Ses fibres solides ont longtemps été plébiscitées dans la construction d’habitats et la fabrication des voiles et cordages de la marine. Puis sa production a périclité au profit, entre autres, du coton de la machine à vapeur et du nylon. Mais le chanvre connaît un nouvel essor depuis une quarantaine d’années, en particulier en France puisque le pays en est le premier producteur européen avec 1414 producteurs et plus de 16 400 hectares cultivés en 2019. Une production dont 70 % a été exportée en 2019. C’est dans cet élan que s’inscrit ABC Chanvre en souhaitant réimplanter cette culture du chanvre bio dans le sud de la France, et plus particulièrement en pays d’Arles.

Une plante multifonction qui remplace des matériaux polluants

C’est avec son coach de projet Serge Lièvremont qu’Axel Bougrainville s’associe, (avec un associé extérieur) pour créer début 2020 la Société coopérative ABC Chanvre. Spécialiste de l’éco-construction bois, Serge Lièvremont a depuis quelques années une expérience du chanvre en isolation, qui présente de nombreuses vertus. « Alors que la production de béton génère beaucoup de CO2, le chanvre en stocke. On estime ainsi que pour une maison de 100 mètres carrés, 15 tonnes de CO2 sont stockées par le mélange Chaux/Chanvre en matériau de construction et d’isolation thermique », assure Axel Bougrainville.

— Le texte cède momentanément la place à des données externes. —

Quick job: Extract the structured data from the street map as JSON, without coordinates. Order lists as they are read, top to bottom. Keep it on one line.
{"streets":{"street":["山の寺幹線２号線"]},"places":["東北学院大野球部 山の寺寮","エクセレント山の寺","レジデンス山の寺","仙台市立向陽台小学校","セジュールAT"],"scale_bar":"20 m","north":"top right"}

Dans le textile aussi, l’utilisation de cette plante s’avère respectueuse de l’environnement. « La fibre de chanvre peut remplacer efficacement le coton et le nylon qui représentent 90 % du marché mondial du tissu », note Serge Lièvremont. Des matériaux et des substances le plus souvent importés, dont la confection nécessite une grande consommation d’eau et de produits chimiques.

D’importantes perspectives existent aussi sur les marchés de l’agroalimentaire et des cosmétiques. « Les graines et l’huile de chanvre sont riches en omégas 3, 6 et 9 ainsi qu’en acides aminés. En cosmétique, il y a un véritable intérêt pour les soins de la peau ».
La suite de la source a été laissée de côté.